### Directions for this task
Search the records for the word "lineWidth" and copy each line in which it appears.

************

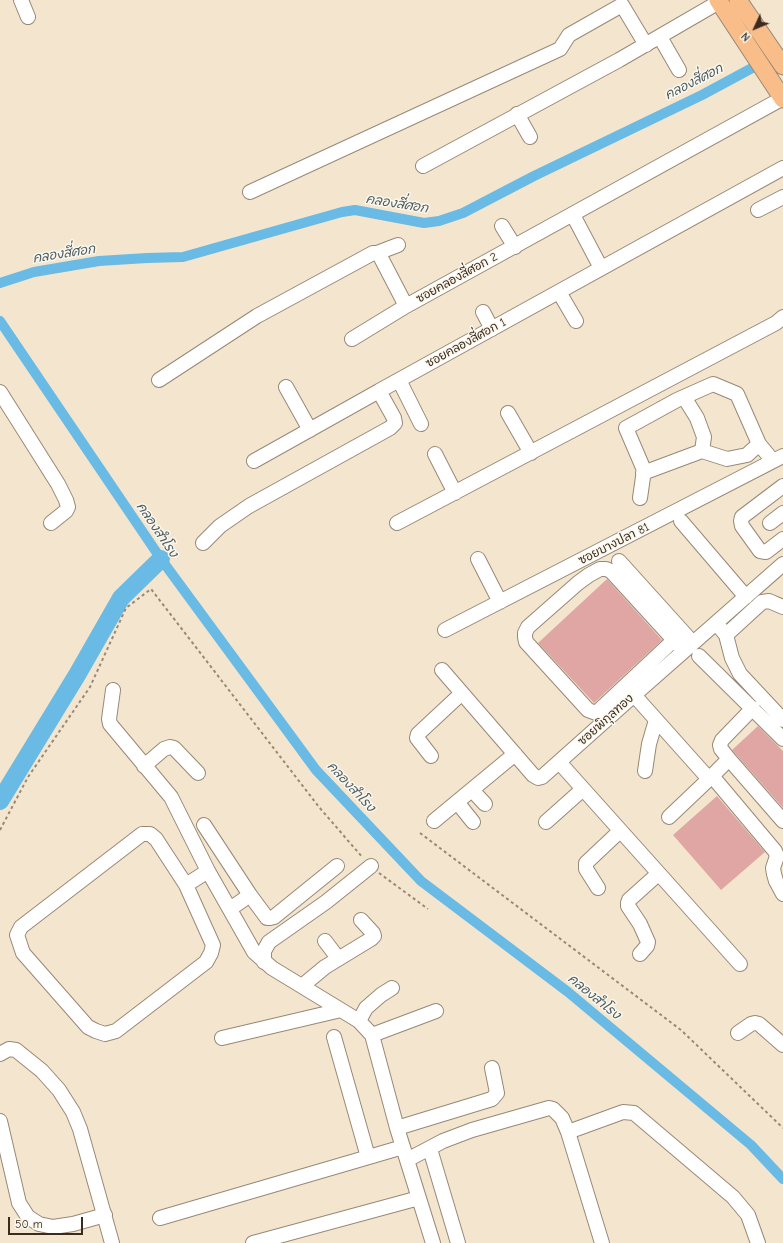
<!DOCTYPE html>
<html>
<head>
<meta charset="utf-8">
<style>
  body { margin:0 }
  #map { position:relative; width:783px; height:1243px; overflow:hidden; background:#f4e6ce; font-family:"Comic Neue",sans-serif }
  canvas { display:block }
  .north { position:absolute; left:735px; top:8px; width:40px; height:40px; -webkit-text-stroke:3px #fbf7ec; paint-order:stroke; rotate:226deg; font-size:11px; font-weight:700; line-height:16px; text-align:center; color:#3b2a1e }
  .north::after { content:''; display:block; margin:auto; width:14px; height:18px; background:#3b2a1e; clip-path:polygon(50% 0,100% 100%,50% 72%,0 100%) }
  .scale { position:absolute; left:8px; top:1217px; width:75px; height:18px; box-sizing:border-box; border:2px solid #3b2a1e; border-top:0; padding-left:5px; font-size:12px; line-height:14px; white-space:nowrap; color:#3b2a1e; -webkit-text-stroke:3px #fbf7ec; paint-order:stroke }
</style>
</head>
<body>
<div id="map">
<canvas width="783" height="1243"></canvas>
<div class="north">N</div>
<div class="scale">50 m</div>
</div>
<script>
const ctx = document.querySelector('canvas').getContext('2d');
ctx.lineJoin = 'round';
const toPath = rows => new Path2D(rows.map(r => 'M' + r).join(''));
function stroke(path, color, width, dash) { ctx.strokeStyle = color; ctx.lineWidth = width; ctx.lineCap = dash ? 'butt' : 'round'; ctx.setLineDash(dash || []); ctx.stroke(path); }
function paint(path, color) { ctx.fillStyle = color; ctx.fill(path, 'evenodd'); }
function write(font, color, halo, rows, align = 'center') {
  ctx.font = font + ' "Comic Neue","Playpen Sans Thai",sans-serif'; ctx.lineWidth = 3; ctx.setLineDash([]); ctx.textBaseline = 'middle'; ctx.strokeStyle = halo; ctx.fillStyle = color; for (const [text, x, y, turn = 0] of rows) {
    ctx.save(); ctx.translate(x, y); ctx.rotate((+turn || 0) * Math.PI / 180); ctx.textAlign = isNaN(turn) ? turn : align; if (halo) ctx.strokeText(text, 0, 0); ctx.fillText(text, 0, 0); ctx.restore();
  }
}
stroke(toPath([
  [0,283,34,272,99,261,147,258,183,257,342,212,355,210,424,223,439,221,463,213,534,176,702,95,780,53],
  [0,321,161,559,316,770,421,881,568,992,751,1145,783,1179]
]), '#69bae4', 10);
stroke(toPath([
  [0,801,77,675,121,598,161,559]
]), '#69bae4', 18);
paint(toPath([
  [607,579,662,640,594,703,538,643],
  [758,726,783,751,783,808,732,750],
  [717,796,765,852,721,890,673,835]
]), '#e0a6a4');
const minor = toPath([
  [21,0,28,17],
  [660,37,679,70],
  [517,114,530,137],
  [423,166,619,60,719,2],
  [250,192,560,49,569,35,622,5,646,45],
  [758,210,783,197],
  [573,215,601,268],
  [502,226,515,247],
  [377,253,398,245],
  [559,292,576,321],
  [483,312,492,329],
  [352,339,406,306],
  [159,380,257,316,373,253,377,253,380,256,406,306,783,98],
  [399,380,421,424],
  [286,387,310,430],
  [0,392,58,484,66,500,68,507,66,511,51,523],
  [684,397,697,418,704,437,702,451],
  [508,413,531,453],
  [435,454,455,493],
  [254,461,379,391],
  [643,473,702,451,727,459,747,455,759,444],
  [783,486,742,517,741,521,742,526,760,551,766,552,783,539],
  [640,498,644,470,626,428,677,400,713,384,737,394,759,444,773,461],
  [681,521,746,597],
  [397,523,776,323,783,317],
  [770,523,783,513],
  [203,543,220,526,249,506,390,428,395,423,394,418,379,391,783,168],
  [478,559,500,602],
  [619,561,693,643],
  [716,623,726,635,732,658,740,674,783,720],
  [445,630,783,456],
  [726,635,762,602,769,601,783,607],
  [674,640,596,713,588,710,526,642,525,637,525,633,528,627,578,583,589,575,600,569,606,569,611,571,684,651],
  [699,656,783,739],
  [442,670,533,775,538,778,542,777,634,695,783,564],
  [113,690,109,719,110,724,171,797,208,871,254,952,272,968,359,1021,372,1035,397,1128,433,1243],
  [634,695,709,779,729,759,783,821],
  [431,756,417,738,418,734,462,693],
  [729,759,721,749,720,745,722,740,753,708],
  [559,762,740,964],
  [144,766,164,749,170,747,174,748,198,773],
  [645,771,649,744,656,720],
  [712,776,775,851,777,856,773,868,774,874,776,881,783,894],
  [472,790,485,804],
  [457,802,473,822],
  [669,817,709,779],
  [434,821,515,754],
  [546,822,583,789],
  [204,825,250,895,230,909],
  [186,885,213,945,211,953,206,962,116,1031,105,1034,96,1031,88,1027,23,953,17,935,21,927,142,834,150,834,156,839,186,885,208,871],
  [598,888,586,869,586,863,620,831],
  [250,895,267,918,270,918,274,917,337,866],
  [325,941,338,958],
  [640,954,647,946,648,942,640,924,628,906,628,903,629,900,658,874],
  [264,962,264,951,269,942,326,902,371,866],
  [302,986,325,967,371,939,374,936,373,933,361,920],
  [359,1021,366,1008,381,995,392,988],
  [738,1033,751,1024,755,1023,759,1024,783,1045],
  [372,1035,436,1011],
  [334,1037,368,1157],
  [222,1038,341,1010],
  [0,1054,9,1049,16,1050,42,1071,59,1090,73,1112,80,1129,112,1243],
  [0,1121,19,1203,28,1217,39,1224,53,1227,73,1224,105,1215],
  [397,1128,492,1099,497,1093,492,1068],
  [568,1132,623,1112,634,1113,733,1197,748,1215,758,1243],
  [430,1149,458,1243],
  [407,1160,443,1141,472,1130,549,1108,553,1109,562,1118,568,1132,602,1243],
  [160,1218,403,1147],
  [253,1243,419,1198]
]);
const major = toPath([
  [718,0,783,99],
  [738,0,783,66]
]);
stroke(minor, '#988876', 16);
stroke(major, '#988876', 19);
stroke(toPath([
  [0,830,28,777,90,687,126,608,151,589,319,807,363,858],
  [420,833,681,1030,783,1128],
  [379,873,428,909]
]), '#988876', 2, [3, 3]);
stroke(minor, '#fff', 14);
stroke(major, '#f8bd88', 17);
write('12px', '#3b2a1e', '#fbf7ec', [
  ["ซอยคลองสี่ศอก 2",457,278,-29],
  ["ซอยคลองสี่ศอก 1",466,343,-29],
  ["ซอยบางปลา 81",614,544,-27],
  ["ซอยพิกุลทอง",606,720,-42]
]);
write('italic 13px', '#4b5c63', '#fbf7ec', [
  ["คลองสี่ศอก",694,82,-27],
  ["คลองสี่ศอก",397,204,9],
  ["คลองสี่ศอก",64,254,-9],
  ["คลองสำโรง",157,530,56],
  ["คลองสำโรง",351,787,47],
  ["คลองสำโรง",594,997,39]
]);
</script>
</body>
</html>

************

### Response
function stroke(path, color, width, dash) { ctx.strokeStyle = color; ctx.lineWidth = width; ctx.lineCap = dash ? 'butt' : 'round'; ctx.setLineDash(dash || []); ctx.stroke(path); }
  ctx.font = font + ' "Comic Neue","Playpen Sans Thai",sans-serif'; ctx.lineWidth = 3; ctx.setLineDash([]); ctx.textBaseline = 'middle'; ctx.strokeStyle = halo; ctx.fillStyle = color; for (const [text, x, y, turn = 0] of rows) {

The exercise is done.